Re: Barbarism implementation proposal

From: Andrew Dunbar (hippietrail@yahoo.com)
Date: Wed Sep 25 2002 - 00:33:37 EDT

Next message: mike: "Re: spell-checking non-functional in cvs"

Previous message: Andrew Dunbar: "Re: internationalization: I can't get it to work"
In reply to: Jordi Mas: "Barbarism implementation proposal"
Next in thread: Dom Lachowicz: "Re: Barbarism implementation proposal"
Reply: Dom Lachowicz: "Re: Barbarism implementation proposal"
Reply: Alan Horkan: "Re: Barbarism implementation proposal"
Messages sorted by: [ date ] [ thread ] [ subject ] [ author ] [ attachment ]

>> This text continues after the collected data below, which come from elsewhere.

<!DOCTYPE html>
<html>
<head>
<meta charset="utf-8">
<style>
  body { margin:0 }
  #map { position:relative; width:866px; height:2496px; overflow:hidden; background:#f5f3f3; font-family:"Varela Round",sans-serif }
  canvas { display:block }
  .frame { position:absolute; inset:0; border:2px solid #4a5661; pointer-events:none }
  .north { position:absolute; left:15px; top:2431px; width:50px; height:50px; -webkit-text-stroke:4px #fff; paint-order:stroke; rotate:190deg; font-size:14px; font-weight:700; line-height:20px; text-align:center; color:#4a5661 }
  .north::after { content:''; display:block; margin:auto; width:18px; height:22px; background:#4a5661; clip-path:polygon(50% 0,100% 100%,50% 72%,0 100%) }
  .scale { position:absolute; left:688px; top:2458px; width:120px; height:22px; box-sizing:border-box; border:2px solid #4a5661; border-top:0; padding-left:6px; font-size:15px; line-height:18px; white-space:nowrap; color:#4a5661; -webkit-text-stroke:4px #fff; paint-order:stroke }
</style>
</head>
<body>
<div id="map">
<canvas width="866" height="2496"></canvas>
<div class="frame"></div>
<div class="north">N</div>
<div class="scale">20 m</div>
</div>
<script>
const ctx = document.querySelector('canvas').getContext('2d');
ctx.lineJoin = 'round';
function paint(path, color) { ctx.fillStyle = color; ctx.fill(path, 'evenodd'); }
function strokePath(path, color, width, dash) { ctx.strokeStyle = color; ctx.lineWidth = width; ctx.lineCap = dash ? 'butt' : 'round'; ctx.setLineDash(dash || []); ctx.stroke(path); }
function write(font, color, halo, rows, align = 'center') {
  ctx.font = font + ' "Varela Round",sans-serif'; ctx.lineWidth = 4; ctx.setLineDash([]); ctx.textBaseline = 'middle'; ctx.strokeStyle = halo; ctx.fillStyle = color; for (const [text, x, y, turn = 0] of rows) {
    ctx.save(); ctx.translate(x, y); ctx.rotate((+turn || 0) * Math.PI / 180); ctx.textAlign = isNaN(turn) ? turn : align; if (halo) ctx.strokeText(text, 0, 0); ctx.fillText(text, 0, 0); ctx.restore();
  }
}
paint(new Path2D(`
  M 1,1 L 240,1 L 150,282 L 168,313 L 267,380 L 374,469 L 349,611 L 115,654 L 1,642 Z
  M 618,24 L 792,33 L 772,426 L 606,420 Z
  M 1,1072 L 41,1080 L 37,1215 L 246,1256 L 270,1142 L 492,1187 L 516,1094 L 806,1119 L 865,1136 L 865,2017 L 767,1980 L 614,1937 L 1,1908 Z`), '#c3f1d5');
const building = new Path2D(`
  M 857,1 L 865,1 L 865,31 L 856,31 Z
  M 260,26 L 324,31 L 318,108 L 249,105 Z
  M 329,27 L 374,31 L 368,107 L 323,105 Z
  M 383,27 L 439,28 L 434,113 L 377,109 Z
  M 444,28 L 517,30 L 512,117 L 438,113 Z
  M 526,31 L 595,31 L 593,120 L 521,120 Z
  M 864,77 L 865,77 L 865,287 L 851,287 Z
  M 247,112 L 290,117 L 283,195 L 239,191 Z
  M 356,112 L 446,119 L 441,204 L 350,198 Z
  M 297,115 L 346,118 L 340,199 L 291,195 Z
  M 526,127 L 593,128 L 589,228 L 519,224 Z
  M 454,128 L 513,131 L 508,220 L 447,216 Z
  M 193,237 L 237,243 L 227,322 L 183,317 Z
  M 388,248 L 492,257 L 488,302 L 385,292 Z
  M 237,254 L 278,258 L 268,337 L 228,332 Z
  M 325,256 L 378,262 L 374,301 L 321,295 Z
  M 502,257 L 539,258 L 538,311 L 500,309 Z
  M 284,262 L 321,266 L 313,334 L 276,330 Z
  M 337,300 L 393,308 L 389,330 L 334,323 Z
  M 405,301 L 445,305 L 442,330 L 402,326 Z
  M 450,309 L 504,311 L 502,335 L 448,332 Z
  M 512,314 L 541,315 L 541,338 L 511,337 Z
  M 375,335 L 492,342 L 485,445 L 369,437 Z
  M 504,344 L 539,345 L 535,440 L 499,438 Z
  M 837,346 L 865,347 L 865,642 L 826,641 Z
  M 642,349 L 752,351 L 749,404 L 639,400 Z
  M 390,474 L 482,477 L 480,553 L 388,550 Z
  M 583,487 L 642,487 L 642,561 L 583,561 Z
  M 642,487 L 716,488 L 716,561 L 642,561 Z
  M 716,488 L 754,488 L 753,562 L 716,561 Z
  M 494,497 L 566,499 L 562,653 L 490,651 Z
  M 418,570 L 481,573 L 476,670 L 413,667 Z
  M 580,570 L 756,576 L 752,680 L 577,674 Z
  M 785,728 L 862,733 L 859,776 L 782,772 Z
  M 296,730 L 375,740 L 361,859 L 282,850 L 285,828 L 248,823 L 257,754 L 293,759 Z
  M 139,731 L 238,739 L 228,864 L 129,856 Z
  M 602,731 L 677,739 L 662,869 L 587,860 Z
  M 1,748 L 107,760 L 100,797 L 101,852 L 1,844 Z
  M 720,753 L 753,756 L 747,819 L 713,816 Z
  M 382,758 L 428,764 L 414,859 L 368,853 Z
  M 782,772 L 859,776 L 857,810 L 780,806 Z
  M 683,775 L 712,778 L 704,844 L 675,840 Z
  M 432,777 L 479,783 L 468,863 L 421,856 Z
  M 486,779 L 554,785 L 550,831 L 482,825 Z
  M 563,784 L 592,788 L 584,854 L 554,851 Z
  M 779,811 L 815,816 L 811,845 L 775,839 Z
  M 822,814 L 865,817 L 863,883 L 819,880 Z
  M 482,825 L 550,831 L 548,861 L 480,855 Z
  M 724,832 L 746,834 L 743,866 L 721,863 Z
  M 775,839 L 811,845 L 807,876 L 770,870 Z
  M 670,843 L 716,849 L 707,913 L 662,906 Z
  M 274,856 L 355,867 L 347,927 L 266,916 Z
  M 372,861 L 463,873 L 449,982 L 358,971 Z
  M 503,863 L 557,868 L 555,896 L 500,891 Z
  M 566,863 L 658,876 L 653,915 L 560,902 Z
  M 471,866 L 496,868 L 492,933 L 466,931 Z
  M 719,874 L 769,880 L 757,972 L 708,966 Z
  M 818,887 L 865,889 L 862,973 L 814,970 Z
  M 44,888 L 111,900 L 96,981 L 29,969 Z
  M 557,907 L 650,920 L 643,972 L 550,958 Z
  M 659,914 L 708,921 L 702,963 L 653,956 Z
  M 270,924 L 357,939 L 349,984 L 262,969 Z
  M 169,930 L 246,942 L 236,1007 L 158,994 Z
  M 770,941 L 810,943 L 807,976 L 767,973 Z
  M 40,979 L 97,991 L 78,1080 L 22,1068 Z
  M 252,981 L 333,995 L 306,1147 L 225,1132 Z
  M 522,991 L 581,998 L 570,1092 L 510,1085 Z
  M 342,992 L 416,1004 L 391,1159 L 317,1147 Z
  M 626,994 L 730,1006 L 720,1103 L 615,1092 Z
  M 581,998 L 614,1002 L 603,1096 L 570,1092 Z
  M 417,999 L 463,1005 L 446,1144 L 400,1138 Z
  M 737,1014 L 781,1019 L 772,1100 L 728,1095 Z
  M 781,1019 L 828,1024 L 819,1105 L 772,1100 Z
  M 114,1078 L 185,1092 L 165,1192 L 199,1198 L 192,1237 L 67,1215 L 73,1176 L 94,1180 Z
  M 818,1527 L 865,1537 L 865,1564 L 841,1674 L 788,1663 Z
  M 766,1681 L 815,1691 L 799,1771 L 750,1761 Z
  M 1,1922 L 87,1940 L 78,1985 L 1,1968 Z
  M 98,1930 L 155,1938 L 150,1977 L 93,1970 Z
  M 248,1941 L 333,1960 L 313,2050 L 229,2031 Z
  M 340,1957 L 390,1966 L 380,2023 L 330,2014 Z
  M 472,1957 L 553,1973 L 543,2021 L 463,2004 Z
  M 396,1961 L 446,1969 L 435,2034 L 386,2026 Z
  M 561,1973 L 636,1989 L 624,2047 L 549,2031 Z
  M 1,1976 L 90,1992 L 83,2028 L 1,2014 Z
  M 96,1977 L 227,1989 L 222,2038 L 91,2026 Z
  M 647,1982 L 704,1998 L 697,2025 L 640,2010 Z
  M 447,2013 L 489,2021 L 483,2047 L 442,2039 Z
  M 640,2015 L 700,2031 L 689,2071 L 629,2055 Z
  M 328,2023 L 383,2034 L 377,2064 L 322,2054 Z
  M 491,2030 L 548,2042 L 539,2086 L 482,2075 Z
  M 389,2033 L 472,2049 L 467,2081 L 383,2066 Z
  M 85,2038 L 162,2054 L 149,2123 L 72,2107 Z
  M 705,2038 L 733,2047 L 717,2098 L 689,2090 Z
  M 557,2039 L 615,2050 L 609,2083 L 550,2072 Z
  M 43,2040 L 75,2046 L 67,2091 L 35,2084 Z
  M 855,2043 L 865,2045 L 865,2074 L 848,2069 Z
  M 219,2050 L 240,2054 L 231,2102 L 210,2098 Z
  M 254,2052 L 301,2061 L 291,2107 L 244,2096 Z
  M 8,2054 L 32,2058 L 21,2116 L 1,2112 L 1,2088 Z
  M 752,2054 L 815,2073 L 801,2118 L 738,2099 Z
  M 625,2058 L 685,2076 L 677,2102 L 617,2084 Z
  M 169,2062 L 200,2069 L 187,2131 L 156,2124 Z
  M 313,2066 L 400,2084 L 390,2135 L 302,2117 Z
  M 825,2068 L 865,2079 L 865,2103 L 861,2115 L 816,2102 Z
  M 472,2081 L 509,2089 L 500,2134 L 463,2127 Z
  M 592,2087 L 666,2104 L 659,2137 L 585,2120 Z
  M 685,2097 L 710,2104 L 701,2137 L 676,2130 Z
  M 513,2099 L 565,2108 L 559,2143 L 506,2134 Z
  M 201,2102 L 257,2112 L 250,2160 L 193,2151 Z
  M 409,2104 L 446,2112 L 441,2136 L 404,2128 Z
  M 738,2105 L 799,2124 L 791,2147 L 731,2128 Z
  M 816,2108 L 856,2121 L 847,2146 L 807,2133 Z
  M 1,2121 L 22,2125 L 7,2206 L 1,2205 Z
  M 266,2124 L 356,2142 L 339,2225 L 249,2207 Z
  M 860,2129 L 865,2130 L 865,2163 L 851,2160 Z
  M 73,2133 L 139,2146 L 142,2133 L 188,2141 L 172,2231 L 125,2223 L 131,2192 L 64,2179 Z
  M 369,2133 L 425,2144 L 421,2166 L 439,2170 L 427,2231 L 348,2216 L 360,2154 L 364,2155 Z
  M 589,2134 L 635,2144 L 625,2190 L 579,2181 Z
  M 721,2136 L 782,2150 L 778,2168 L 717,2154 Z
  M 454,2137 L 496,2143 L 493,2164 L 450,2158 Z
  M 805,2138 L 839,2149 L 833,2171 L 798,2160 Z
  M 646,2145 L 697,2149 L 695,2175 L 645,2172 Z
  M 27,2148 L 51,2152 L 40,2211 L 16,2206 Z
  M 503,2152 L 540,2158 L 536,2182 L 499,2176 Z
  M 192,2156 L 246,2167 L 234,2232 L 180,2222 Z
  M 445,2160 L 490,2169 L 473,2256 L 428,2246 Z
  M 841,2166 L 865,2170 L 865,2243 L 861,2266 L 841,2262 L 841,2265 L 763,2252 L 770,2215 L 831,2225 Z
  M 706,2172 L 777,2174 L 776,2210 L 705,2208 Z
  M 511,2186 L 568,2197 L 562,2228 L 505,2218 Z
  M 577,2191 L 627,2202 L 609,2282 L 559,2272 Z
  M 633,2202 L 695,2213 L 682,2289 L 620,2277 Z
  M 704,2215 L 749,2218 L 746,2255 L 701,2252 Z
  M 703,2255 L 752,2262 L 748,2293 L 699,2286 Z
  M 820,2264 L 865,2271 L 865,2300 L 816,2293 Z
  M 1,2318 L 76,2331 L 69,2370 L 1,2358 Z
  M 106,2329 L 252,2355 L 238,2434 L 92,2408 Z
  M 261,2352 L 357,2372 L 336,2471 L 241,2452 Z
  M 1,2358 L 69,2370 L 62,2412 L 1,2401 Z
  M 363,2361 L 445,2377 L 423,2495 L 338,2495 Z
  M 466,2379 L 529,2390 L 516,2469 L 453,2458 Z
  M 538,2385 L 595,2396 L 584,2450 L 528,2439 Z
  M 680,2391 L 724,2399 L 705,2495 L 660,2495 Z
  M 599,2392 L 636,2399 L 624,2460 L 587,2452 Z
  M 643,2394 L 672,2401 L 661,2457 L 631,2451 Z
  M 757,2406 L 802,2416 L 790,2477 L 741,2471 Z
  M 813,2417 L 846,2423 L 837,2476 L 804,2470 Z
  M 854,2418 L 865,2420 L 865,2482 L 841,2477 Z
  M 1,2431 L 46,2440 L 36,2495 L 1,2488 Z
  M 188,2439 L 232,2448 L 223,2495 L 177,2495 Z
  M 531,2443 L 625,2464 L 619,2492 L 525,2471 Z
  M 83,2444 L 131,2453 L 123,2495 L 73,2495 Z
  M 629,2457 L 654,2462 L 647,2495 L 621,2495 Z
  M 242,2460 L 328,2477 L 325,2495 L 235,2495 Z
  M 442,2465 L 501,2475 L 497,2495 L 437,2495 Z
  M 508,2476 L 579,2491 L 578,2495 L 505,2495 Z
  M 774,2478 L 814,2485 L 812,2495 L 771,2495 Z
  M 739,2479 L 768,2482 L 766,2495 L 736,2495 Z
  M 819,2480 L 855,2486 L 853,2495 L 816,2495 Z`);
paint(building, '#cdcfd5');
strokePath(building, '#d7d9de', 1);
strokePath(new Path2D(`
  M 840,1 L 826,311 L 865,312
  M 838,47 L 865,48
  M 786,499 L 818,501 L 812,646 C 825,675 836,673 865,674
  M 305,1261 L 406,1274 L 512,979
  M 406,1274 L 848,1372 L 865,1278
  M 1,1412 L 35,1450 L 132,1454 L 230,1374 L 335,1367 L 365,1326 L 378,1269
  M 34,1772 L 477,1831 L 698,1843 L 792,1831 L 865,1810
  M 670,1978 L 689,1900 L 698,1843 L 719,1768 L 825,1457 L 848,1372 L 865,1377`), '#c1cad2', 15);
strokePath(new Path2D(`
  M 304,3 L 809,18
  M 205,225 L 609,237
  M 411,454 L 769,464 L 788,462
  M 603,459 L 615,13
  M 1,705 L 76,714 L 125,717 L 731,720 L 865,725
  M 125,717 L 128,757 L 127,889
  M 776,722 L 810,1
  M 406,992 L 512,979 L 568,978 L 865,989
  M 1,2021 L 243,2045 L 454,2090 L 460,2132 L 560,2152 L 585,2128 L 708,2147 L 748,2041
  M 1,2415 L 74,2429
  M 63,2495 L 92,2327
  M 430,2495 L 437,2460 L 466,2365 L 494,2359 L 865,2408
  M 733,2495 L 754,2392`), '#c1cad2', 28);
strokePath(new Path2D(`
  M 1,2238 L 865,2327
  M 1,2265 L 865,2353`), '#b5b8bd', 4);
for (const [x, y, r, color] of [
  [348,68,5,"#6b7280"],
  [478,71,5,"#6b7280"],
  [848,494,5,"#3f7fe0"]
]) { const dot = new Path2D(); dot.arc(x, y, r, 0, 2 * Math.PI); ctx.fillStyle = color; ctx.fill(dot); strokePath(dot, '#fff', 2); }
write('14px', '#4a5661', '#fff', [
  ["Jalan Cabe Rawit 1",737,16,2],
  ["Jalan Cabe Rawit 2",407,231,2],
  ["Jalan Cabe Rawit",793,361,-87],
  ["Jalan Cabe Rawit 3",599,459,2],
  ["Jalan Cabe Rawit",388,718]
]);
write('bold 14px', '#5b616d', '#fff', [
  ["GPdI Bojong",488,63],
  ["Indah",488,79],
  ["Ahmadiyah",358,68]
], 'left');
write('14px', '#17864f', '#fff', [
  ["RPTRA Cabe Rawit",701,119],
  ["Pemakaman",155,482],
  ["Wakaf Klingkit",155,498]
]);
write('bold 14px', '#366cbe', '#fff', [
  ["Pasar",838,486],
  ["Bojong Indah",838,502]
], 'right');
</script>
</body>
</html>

--- Jordi Mas <jmas@softcatala.org> wrote:
> Hello guys,

Hi Jordi.

> After some discussion in the list and some IRC
> talking with Dom and others, I have put together an
> implementation proposal for the barbarism detection
> feature.
>
> * What is a barbarism
>
> Barbarism is a problem that manly concerns to
> minority languages, i.e. languages that are
> competing, in the same territory, with a more
> powerful one, called "rooflanguage", for example
> Welsh, Catalan, Occitan, and others.
>
> When two languages compete in the same territory
> comes up interferences, but they are not symmetric.
> The roof language is weakly affected but the
> minority one can be strongly affected, and can
> disappear (glottophagy). One of these
> interferences is barbarism.
>
> * How we implement it
>
> We have a class called Barbarism that lives in
> 'src\other\spell\xp\'.

We should move proofing features to a new directory
which makes more sense, spelling, grammar, and
barbarisms can be arranged under it in whatever system
makes most sense. Should it go under XAP or AP?
Spellchecking seems more cross-platform that the other
parts...?

> We init the class when the ispellclass is created
> and when we do CheckWord and suggestWord we add also
> call the Barbarism class.
>
> * How we store them
>
> The file that contains the barbarisms is an XML file
> that lives in the same directory that the
> dictionaries and it has the same name that the
> dictionary file but with a barbarism extension.
>
> For example, for American will be
> "american.barbarisms"

This is a bad idea. Only ispell dictionaries have
these names and I for one hate the ispell naming
system. Aspell probably uses different names and
lives in different dictionaries. Note that many
distros have ispell hashes in places other than where
AbiWord probably prefers them. I'm doing some work
now to make AbiWord use any ispell hash files it can
find. Hopefully I can even make it use a mix of
ispell and aspell (and maybe even myspell)
dictionaries.

Making the barbarisms files depend just on the old
ispell stuff is ugly - the names have to live in
tables
and are not easily extended by non-programmers. I'm
hoping to improve this. Please give the barbarism
files logical names based on language tags such as
"ca.barbarisms" or "ca-ES.barbarisms".

> This is an example file. The attribute "word"
> contains the wrong word, the attribute suggestion
> contains the right word to use
>
> <?xml version="1.0" encoding="utf-8"?>

In XML, leaving out the encoding field causes it to
default to UTF-8.

> <AbiBarbarism app="AbiWord" ver="1.0"
> language="ca-ES">
>
> <Barbarism
> word="boleto"
> suggestion1="billet"
> />
>
> <Barbarism
> word="tiro"
> suggestion1="tret"
> />
>
> <Barbarism
> word="tanteig"
> suggestion1="tempteig"
> />
>
>
> <Barbarism
> word="tamany"
> suggestion1="mida"
> suggestion2="grandària"
> />
>
> </AbiBarbarism>

That looks nice. I'm not sure if "suggestion1" and
"suggestion2" is the best XML solution. Shouldn't
lists best be done with actual tags? I'm not an XML
expert - can an XML expert give an opinion please?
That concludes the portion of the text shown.